The weirdest thing ever happened recently, I was on the receiving end of a baby-panicker – this time with the roles were reversed. I felt for the poor woman who was juggling my awkward cub all elbows and flailing arms. I reassured her it wasn’t personal but I knew she wasn’t buying it. I know the science behind it – babies need to feel safe, warm and secure and with kids you need to be confident, kind and fun and that’s all there is to it. But if it doesn’t come naturally to you to supply those types of reassuring vibes then you’re screwed.

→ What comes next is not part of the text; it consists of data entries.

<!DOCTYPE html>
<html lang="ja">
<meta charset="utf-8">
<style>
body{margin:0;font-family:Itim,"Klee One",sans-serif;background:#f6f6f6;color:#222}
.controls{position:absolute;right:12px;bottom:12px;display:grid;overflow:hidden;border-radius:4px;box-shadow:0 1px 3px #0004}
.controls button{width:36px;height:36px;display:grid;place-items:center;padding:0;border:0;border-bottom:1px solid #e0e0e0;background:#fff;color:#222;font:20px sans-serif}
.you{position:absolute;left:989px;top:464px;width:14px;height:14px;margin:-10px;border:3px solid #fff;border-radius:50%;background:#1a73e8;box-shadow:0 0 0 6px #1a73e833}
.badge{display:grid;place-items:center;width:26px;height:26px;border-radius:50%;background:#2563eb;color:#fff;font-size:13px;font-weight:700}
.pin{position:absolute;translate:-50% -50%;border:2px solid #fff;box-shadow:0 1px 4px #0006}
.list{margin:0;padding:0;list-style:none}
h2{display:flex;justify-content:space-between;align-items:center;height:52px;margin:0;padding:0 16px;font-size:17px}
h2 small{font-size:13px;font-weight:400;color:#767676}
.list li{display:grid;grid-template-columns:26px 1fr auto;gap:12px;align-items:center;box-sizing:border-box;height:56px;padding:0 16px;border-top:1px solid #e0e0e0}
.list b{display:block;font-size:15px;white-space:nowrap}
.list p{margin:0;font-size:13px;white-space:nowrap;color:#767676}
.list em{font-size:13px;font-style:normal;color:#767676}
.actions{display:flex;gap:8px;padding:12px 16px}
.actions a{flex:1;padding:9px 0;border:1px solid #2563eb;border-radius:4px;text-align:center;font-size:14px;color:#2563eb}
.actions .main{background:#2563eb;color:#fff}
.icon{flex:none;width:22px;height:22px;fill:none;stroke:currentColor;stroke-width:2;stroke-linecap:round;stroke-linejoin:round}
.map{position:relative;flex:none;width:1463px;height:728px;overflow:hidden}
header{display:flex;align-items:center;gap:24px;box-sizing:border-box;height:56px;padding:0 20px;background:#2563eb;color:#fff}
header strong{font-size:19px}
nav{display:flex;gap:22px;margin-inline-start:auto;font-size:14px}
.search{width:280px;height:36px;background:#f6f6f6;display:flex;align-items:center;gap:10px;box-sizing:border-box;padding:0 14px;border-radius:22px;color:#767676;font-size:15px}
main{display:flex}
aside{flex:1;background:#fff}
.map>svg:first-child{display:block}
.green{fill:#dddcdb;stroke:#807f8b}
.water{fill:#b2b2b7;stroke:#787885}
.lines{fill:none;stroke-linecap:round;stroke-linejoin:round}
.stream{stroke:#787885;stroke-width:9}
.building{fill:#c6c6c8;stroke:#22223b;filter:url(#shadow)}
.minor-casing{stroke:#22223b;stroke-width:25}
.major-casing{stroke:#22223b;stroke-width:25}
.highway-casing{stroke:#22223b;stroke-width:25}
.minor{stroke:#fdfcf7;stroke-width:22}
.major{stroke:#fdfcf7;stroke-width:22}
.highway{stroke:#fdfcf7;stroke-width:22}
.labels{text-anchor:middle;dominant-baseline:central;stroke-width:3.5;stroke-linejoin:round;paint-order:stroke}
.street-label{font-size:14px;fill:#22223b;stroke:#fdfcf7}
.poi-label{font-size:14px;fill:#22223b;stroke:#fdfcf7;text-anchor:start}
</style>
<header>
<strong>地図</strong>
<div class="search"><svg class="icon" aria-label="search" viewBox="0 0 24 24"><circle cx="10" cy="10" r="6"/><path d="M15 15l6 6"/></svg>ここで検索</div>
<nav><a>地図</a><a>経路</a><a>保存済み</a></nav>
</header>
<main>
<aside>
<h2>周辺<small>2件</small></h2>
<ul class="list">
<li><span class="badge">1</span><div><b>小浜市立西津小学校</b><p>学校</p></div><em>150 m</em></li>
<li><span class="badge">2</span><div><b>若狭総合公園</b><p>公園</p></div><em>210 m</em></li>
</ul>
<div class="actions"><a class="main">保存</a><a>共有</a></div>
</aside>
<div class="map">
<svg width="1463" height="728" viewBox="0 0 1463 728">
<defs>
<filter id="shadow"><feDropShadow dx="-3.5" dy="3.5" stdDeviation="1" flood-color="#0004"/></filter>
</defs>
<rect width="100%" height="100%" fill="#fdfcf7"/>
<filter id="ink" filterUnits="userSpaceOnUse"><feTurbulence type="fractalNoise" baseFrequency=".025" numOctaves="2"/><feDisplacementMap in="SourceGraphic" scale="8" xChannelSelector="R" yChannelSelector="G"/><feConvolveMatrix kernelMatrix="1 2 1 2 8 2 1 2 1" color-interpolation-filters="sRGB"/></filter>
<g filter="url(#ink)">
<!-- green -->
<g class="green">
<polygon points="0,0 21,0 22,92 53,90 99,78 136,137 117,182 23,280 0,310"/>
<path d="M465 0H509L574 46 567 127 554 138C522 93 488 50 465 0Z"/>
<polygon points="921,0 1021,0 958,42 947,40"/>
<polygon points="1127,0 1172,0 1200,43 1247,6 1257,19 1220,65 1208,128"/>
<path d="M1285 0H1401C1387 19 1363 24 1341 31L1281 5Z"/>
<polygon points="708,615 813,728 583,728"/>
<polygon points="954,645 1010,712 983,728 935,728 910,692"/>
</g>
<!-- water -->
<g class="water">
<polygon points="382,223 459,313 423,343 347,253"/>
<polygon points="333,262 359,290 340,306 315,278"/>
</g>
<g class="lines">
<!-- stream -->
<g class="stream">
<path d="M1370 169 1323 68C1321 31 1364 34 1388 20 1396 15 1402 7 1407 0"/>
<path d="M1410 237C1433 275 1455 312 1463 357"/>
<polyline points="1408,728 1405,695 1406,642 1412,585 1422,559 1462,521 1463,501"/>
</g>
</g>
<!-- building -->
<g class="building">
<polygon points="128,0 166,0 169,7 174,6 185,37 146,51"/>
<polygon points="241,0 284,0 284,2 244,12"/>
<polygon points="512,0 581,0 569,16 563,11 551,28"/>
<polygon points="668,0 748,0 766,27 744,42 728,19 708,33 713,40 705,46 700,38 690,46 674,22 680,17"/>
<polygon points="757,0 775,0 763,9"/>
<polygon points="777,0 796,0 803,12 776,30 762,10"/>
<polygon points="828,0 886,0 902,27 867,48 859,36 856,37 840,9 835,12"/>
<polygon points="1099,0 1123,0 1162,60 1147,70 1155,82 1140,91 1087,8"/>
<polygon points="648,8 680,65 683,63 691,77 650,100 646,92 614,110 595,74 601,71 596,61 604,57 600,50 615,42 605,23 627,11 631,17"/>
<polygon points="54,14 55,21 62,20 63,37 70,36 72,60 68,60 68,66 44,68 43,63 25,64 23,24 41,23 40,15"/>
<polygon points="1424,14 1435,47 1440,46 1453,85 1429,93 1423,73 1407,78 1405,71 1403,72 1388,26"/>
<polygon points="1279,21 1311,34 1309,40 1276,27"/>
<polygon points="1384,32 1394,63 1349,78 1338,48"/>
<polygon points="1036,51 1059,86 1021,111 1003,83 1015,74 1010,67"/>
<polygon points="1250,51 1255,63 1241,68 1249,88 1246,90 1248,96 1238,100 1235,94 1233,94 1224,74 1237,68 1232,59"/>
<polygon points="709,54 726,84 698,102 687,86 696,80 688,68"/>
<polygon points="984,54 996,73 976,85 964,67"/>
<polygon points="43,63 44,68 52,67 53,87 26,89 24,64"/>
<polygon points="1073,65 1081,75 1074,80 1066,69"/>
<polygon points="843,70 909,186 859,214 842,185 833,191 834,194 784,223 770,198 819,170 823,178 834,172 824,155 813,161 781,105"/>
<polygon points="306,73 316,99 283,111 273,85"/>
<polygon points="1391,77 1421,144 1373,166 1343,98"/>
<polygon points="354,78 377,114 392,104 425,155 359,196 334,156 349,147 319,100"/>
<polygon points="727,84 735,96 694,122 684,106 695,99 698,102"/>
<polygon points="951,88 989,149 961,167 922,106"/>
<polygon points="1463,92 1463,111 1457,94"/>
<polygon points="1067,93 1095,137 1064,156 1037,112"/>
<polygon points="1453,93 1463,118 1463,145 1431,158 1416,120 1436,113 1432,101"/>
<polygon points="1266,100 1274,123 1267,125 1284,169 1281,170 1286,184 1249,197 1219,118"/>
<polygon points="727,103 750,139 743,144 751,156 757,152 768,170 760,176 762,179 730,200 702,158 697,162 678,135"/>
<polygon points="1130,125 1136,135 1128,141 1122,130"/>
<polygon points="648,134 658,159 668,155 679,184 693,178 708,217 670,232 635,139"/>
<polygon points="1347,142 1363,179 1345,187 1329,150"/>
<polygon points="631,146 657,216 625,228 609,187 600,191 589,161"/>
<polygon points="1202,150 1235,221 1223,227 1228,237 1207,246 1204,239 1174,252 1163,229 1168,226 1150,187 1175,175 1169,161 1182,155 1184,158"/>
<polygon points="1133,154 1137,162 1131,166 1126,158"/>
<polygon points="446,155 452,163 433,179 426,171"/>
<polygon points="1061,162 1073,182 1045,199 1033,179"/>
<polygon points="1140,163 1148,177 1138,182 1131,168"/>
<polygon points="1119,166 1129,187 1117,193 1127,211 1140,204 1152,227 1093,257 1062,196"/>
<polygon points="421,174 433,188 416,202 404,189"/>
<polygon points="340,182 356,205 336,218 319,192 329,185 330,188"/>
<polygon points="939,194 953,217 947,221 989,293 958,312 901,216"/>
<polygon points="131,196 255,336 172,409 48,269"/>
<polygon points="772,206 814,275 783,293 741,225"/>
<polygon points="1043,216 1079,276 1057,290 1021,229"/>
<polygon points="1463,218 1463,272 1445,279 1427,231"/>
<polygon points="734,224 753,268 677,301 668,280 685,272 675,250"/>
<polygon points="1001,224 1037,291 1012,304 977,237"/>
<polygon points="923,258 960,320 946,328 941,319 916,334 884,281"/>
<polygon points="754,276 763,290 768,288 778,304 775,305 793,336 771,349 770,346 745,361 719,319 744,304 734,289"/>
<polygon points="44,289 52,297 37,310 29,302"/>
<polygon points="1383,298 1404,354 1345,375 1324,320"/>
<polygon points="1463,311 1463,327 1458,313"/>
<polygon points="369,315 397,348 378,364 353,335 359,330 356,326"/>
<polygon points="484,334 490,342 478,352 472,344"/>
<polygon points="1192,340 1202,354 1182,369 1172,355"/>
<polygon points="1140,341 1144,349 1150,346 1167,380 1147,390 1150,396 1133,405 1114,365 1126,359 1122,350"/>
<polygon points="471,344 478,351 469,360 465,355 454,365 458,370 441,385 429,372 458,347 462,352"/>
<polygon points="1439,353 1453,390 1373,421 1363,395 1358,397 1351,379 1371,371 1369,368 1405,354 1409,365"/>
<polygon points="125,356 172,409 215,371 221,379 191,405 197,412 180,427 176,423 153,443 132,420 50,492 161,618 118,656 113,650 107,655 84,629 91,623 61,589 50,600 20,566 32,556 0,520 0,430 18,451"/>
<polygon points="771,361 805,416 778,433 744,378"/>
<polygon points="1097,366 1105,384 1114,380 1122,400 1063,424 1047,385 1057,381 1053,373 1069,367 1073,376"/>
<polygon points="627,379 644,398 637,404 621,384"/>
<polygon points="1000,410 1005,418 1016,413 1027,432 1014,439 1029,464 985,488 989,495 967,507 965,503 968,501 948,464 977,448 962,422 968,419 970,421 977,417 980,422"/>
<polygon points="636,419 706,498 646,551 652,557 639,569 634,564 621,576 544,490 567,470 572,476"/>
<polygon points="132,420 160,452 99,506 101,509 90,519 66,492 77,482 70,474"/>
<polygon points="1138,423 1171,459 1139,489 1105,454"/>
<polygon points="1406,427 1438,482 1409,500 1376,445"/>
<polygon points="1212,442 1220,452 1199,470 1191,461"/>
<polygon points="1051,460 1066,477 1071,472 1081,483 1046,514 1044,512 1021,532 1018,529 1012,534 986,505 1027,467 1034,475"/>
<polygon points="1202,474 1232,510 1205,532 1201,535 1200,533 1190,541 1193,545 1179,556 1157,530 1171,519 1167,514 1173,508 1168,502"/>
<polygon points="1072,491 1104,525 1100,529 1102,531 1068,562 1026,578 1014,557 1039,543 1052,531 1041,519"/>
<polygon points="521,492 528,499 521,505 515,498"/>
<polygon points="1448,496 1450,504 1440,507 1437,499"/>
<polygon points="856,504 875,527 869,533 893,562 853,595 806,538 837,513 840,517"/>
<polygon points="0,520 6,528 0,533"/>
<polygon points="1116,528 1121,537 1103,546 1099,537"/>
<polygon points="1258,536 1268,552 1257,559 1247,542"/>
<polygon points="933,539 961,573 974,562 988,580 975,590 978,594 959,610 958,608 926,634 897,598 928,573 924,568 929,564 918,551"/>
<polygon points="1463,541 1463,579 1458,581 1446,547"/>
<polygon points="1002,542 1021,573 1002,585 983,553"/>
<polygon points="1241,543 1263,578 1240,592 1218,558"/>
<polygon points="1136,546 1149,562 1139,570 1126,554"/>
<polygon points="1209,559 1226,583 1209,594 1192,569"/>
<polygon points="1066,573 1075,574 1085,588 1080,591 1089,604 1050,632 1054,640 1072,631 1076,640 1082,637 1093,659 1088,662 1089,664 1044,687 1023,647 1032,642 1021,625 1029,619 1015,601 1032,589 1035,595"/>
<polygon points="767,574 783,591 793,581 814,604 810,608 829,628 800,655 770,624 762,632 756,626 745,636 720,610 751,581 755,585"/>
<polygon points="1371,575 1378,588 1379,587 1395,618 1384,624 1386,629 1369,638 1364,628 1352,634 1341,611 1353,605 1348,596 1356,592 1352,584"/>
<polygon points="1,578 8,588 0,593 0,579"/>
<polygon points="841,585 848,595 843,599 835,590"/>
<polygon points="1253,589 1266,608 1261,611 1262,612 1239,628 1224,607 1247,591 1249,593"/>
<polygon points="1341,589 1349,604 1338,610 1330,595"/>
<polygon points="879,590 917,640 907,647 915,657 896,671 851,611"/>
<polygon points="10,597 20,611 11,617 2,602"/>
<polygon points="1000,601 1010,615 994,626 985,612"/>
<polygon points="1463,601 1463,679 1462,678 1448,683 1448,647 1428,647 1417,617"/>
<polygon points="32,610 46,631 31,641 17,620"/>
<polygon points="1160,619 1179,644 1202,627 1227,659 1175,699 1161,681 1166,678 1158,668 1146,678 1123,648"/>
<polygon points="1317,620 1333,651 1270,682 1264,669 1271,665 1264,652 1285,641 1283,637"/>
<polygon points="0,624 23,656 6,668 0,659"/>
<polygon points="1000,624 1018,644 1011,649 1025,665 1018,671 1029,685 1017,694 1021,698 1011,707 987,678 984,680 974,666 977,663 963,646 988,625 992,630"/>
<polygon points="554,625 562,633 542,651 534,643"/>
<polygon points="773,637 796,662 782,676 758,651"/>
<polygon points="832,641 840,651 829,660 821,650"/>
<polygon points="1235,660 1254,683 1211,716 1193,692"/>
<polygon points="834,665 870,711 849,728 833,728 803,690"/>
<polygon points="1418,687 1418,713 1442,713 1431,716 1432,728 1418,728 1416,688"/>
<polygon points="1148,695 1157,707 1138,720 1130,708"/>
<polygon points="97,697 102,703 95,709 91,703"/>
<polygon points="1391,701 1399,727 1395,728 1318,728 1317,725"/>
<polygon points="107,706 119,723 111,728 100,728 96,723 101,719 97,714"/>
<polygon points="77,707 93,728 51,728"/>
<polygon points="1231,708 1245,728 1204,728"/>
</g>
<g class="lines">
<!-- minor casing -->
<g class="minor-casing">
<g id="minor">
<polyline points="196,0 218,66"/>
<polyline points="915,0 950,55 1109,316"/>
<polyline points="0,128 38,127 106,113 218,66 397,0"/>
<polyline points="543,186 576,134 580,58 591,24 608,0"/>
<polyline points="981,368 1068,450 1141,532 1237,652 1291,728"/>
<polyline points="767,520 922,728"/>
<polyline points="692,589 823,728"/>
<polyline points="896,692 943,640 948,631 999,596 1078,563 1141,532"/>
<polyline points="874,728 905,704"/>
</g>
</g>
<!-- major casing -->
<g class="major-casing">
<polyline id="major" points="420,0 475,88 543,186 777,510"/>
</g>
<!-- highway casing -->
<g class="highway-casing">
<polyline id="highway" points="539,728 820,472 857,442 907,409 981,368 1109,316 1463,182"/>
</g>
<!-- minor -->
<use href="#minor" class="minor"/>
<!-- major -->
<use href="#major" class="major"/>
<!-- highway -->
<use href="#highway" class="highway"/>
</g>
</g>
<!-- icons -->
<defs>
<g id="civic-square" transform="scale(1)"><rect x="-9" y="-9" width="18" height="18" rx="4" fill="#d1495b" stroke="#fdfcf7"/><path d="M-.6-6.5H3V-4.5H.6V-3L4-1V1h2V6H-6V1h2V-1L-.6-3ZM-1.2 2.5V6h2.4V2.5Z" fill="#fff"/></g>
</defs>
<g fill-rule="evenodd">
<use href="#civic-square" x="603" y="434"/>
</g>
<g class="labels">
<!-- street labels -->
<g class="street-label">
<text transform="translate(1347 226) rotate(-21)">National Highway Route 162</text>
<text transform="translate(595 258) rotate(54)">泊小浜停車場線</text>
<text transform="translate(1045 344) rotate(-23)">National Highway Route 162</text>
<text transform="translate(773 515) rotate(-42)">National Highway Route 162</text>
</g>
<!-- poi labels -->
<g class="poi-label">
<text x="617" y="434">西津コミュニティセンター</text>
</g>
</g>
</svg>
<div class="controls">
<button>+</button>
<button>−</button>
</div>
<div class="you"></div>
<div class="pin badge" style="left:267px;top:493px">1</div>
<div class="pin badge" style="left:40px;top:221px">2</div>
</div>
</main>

Anyone reading this who loves and has an affinity with babies (which is probably 98% of the population) you probably can’t relate. If you, like me, lack the child-friendly microchip my tip for you is this – treat them like actual people. That was what I was doing wrong all along. I was having a weird, mock, conversation for the benefits of the adults, saying the things that I thought I was supposed to say instead of what I really thought. I know a few under sixes who still don’t get a child-friendly vibe from me, they can see through my facade and they know I haven’t got a clue how to talk to them! The funniest pictures by far are some of the outtakes of when I was modelling and I was booked to work with a little one as a mother and daughter combo, trust me nobody was buying it! Sometimes I connect with a really cute kid who sort of takes pity on me and realises that I’m trying to be nice and in a patronising kind of way they play along with my ineptitude. I have plenty of friend’s who are world experts in child interaction but overall I’m ok with having a different skill-set in life! It doesn’t mean I love babies and children any less or that I’m a bad person it just means my interpersonal skills could use a little more development. The good news is, I can confirm, I do love my own!